Task item - Whatever pictures appear, omit them, and repeat the data below exactly.

Data below -
= = = = = = =
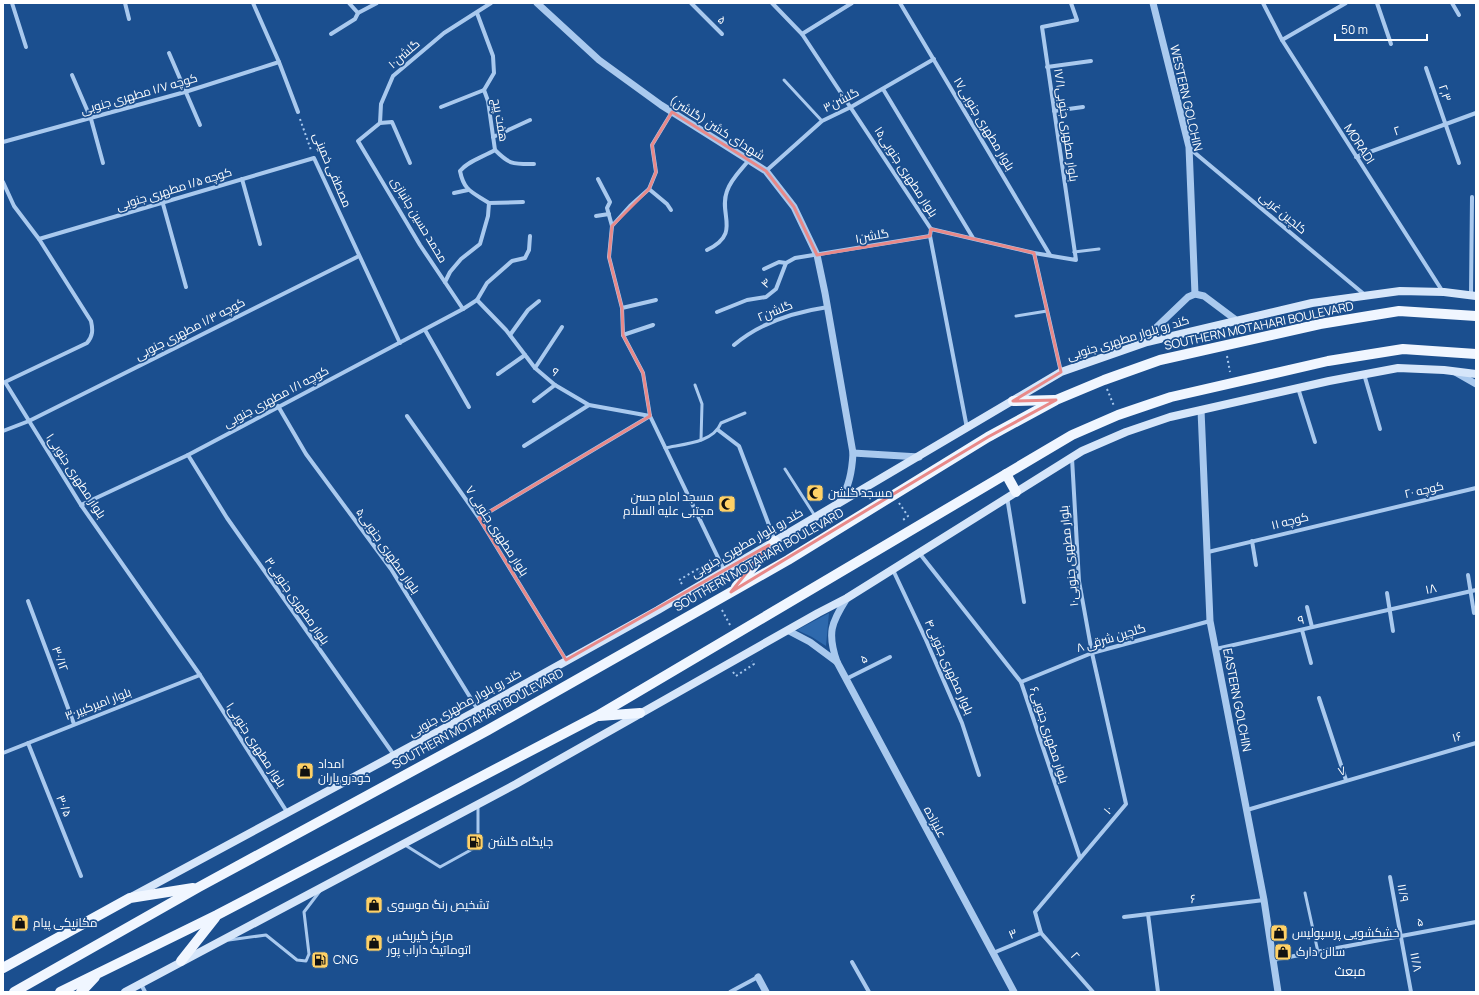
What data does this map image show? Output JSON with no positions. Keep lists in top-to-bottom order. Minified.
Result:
{"streets":{"main road":["ُSOUTHERN MOTAHARI BOULEVARD","کند رو بلوار مطهری جنوبی"],"street":["۵","گلشن۱۰","۲٫۳","کوچه ۱/۷ مطهری جنوبی","WESTERN GOLCHIN","گلشن۳","هفت پیچ","بلوار مطهری جنوبی۱۷","بلوار مطهری جنوبی۱۷/۱","شهدای کشن (گلشن)","۲","MORADI","مصطفی خمینی","بلوار مطهری جنوبی۱۵","کوچه ۱/۵ مطهری جنوبی","کلچین غربی","محمد حسین جانبازی","گلشن۱","۴","گلشن۲","کوچه ۱/۳ مطهری جنوبی","۹","کوچه ۱/۱ مطهری جنوبی","۱بلوار مطهری جنوبی","کوچه ۲۰","کوچه ۱۱","۷ بلوار مطهری جنوبی","۵بلوار مطهری جنوبی","بلوار مطهری جنوبی۱۰","۱۸","بلوار مطهری جنوبی۳","۸ گلچین شرقی","۳۰/۱۲","بلوار مطهری جنوبی۴","EASTERN GOLCHIN","بلوار امیرکبیر۳۰","بلوار مطهری جنوبی۶","۱۶","۷","۳۰/۵","۱۰","علیزاده","۱۱/۹","۶","۳","۱۱/۸"]},"crossings":[["۵","EASTERN GOLCHIN"],["۵","علیزاده"],["۵","۱۱/۹"],["۵","۱۱/۸"],["گلشن۱۰","هفت پیچ"],["گلشن۱۰","محمد حسین جانبازی"],["۲٫۳","۲"],["WESTERN GOLCHIN","کلچین غربی"],["گلشن۳","بلوار مطهری جنوبی۱۷"],["گلشن۳","شهدای کشن (گلشن)"],["گلشن۳","بلوار مطهری جنوبی۱۵"],["بلوار مطهری جنوبی۱۷","بلوار مطهری جنوبی۱۷/۱"],["شهدای کشن (گلشن)","گلشن۱"],["شهدای کشن (گلشن)","گلشن۲"],["شهدای کشن (گلشن)","کند رو بلوار مطهری جنوبی"],["۲","MORADI"],["۲","۱۰"],["۲","۳"],["MORADI","کند رو بلوار مطهری جنوبی"],["مصطفی خمینی","کوچه ۱/۵ مطهری جنوبی"],["مصطفی خمینی","کوچه ۱/۳ مطهری جنوبی"],["مصطفی خمینی","کوچه ۱/۱ مطهری جنوبی"],["بلوار مطهری جنوبی۱۵","گلشن۱"],["بلوار مطهری جنوبی۱۵","کند رو بلوار مطهری جنوبی"],["کوچه ۱/۵ مطهری جنوبی","۱بلوار مطهری جنوبی"],["کلچین غربی","کند رو بلوار مطهری جنوبی"],["محمد حسین جانبازی","کوچه ۱/۱ مطهری جنوبی"],["کوچه ۱/۳ مطهری جنوبی","۱بلوار مطهری جنوبی"],["کند رو بلوار مطهری جنوبی","۱بلوار مطهری جنوبی"],["کند رو بلوار مطهری جنوبی","۷ بلوار مطهری جنوبی"],["کند رو بلوار مطهری جنوبی","۵بلوار مطهری جنوبی"],["کند رو بلوار مطهری جنوبی","بلوار مطهری جنوبی۳"],["۹","کوچه ۱/۱ مطهری جنوبی"],["۹","۱۸"],["۹","EASTERN GOLCHIN"],["کوچه ۱/۱ مطهری جنوبی","۱بلوار مطهری جنوبی"],["کوچه ۱/۱ مطهری جنوبی","۵بلوار مطهری جنوبی"],["کوچه ۱/۱ مطهری جنوبی","بلوار مطهری جنوبی۳"],["۱بلوار مطهری جنوبی","بلوار امیرکبیر۳۰"],["کوچه ۲۰","کوچه ۱۱"],["کوچه ۱۱","EASTERN GOLCHIN"],["بلوار مطهری جنوبی۱۰","۸ گلچین شرقی"],["بلوار مطهری جنوبی۱۰","۱۰"],["۸ گلچین شرقی","EASTERN GOLCHIN"],["۸ گلچین شرقی","بلوار مطهری جنوبی۶"],["۸ گلچین شرقی","۱۰"],["۳۰/۱۲","بلوار امیرکبیر۳۰"],["EASTERN GOLCHIN","۷"],["EASTERN GOLCHIN","۶"],["بلوار امیرکبیر۳۰","۳۰/۵"],["بلوار مطهری جنوبی۶","۱۰"],["۱۶","۷"],["۱۰","۳"],["علیزاده","۳"],["۱۱/۹","۱۱/۸"]],"districts":["مبعث"],"places":{"mosque":["مسجد گلشن","مسجد امام حسن مجتبی علیه السلام"],"shop":["امداد خودرو یاران","تشخیص رنگ موسوی","مکانیکی پیام","خشکشویی پرسپولیس","مرکز گیربکس اتوماتیک داراب پور","سالن دارک"],"fuel station":["جایگاه گلشن","CNG"]},"scale_bar":"50 m"}
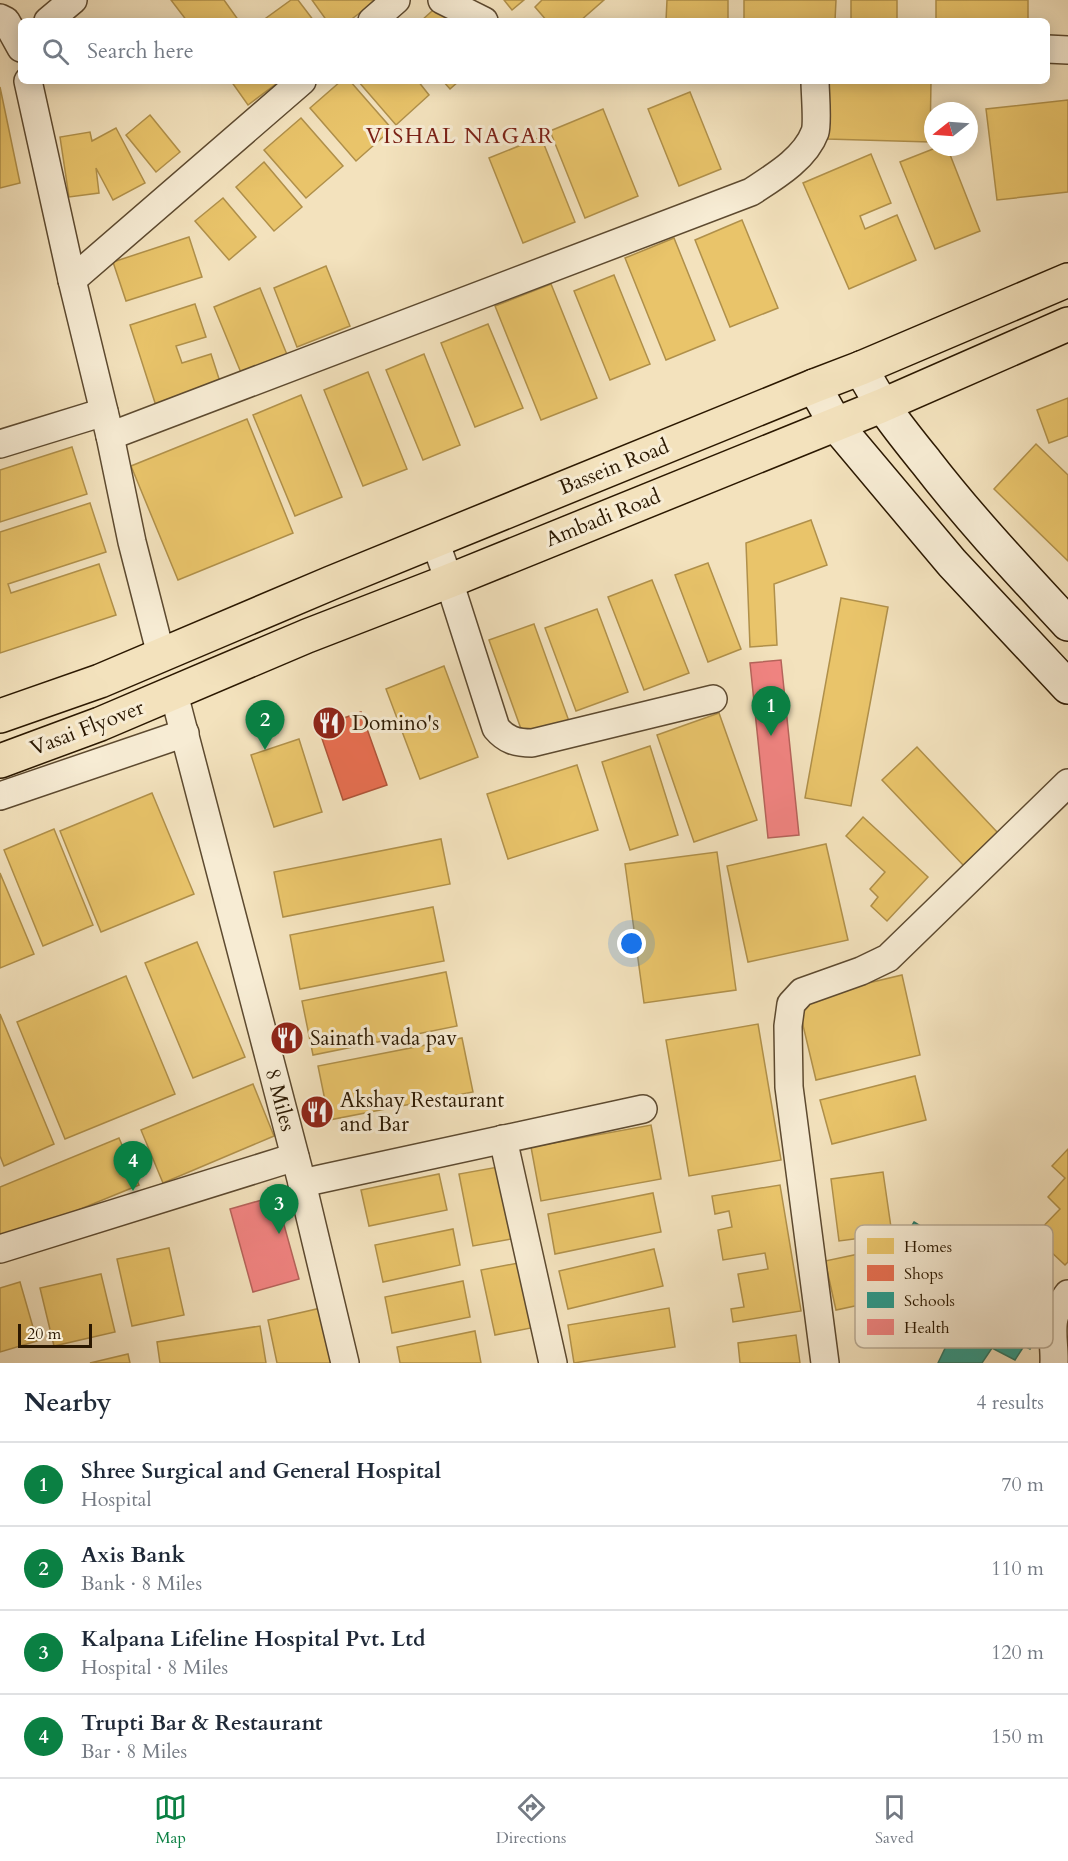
= = = = = = =
Task answer -
What data does this map image show? Output JSON with no positions. Keep lists in top-to-bottom order. Minified.
Result:
{"streets":{"main road":["ُSOUTHERN MOTAHARI BOULEVARD","کند رو بلوار مطهری جنوبی"],"street":["۵","گلشن۱۰","۲٫۳","کوچه ۱/۷ مطهری جنوبی","WESTERN GOLCHIN","گلشن۳","هفت پیچ","بلوار مطهری جنوبی۱۷","بلوار مطهری جنوبی۱۷/۱","شهدای کشن (گلشن)","۲","MORADI","مصطفی خمینی","بلوار مطهری جنوبی۱۵","کوچه ۱/۵ مطهری جنوبی","کلچین غربی","محمد حسین جانبازی","گلشن۱","۴","گلشن۲","کوچه ۱/۳ مطهری جنوبی","۹","کوچه ۱/۱ مطهری جنوبی","۱بلوار مطهری جنوبی","کوچه ۲۰","کوچه ۱۱","۷ بلوار مطهری جنوبی","۵بلوار مطهری جنوبی","بلوار مطهری جنوبی۱۰","۱۸","بلوار مطهری جنوبی۳","۸ گلچین شرقی","۳۰/۱۲","بلوار مطهری جنوبی۴","EASTERN GOLCHIN","بلوار امیرکبیر۳۰","بلوار مطهری جنوبی۶","۱۶","۷","۳۰/۵","۱۰","علیزاده","۱۱/۹","۶","۳","۱۱/۸"]},"crossings":[["۵","EASTERN GOLCHIN"],["۵","علیزاده"],["۵","۱۱/۹"],["۵","۱۱/۸"],["گلشن۱۰","هفت پیچ"],["گلشن۱۰","محمد حسین جانبازی"],["۲٫۳","۲"],["WESTERN GOLCHIN","کلچین غربی"],["گلشن۳","بلوار مطهری جنوبی۱۷"],["گلشن۳","شهدای کشن (گلشن)"],["گلشن۳","بلوار مطهری جنوبی۱۵"],["بلوار مطهری جنوبی۱۷","بلوار مطهری جنوبی۱۷/۱"],["شهدای کشن (گلشن)","گلشن۱"],["شهدای کشن (گلشن)","گلشن۲"],["شهدای کشن (گلشن)","کند رو بلوار مطهری جنوبی"],["۲","MORADI"],["۲","۱۰"],["۲","۳"],["MORADI","کند رو بلوار مطهری جنوبی"],["مصطفی خمینی","کوچه ۱/۵ مطهری جنوبی"],["مصطفی خمینی","کوچه ۱/۳ مطهری جنوبی"],["مصطفی خمینی","کوچه ۱/۱ مطهری جنوبی"],["بلوار مطهری جنوبی۱۵","گلشن۱"],["بلوار مطهری جنوبی۱۵","کند رو بلوار مطهری جنوبی"],["کوچه ۱/۵ مطهری جنوبی","۱بلوار مطهری جنوبی"],["کلچین غربی","کند رو بلوار مطهری جنوبی"],["محمد حسین جانبازی","کوچه ۱/۱ مطهری جنوبی"],["کوچه ۱/۳ مطهری جنوبی","۱بلوار مطهری جنوبی"],["کند رو بلوار مطهری جنوبی","۱بلوار مطهری جنوبی"],["کند رو بلوار مطهری جنوبی","۷ بلوار مطهری جنوبی"],["کند رو بلوار مطهری جنوبی","۵بلوار مطهری جنوبی"],["کند رو بلوار مطهری جنوبی","بلوار مطهری جنوبی۳"],["۹","کوچه ۱/۱ مطهری جنوبی"],["۹","۱۸"],["۹","EASTERN GOLCHIN"],["کوچه ۱/۱ مطهری جنوبی","۱بلوار مطهری جنوبی"],["کوچه ۱/۱ مطهری جنوبی","۵بلوار مطهری جنوبی"],["کوچه ۱/۱ مطهری جنوبی","بلوار مطهری جنوبی۳"],["۱بلوار مطهری جنوبی","بلوار امیرکبیر۳۰"],["کوچه ۲۰","کوچه ۱۱"],["کوچه ۱۱","EASTERN GOLCHIN"],["بلوار مطهری جنوبی۱۰","۸ گلچین شرقی"],["بلوار مطهری جنوبی۱۰","۱۰"],["۸ گلچین شرقی","EASTERN GOLCHIN"],["۸ گلچین شرقی","بلوار مطهری جنوبی۶"],["۸ گلچین شرقی","۱۰"],["۳۰/۱۲","بلوار امیرکبیر۳۰"],["EASTERN GOLCHIN","۷"],["EASTERN GOLCHIN","۶"],["بلوار امیرکبیر۳۰","۳۰/۵"],["بلوار مطهری جنوبی۶","۱۰"],["۱۶","۷"],["۱۰","۳"],["علیزاده","۳"],["۱۱/۹","۱۱/۸"]],"districts":["مبعث"],"places":{"mosque":["مسجد گلشن","مسجد امام حسن مجتبی علیه السلام"],"shop":["امداد خودرو یاران","تشخیص رنگ موسوی","مکانیکی پیام","خشکشویی پرسپولیس","مرکز گیربکس اتوماتیک داراب پور","سالن دارک"],"fuel station":["جایگاه گلشن","CNG"]},"scale_bar":"50 m"}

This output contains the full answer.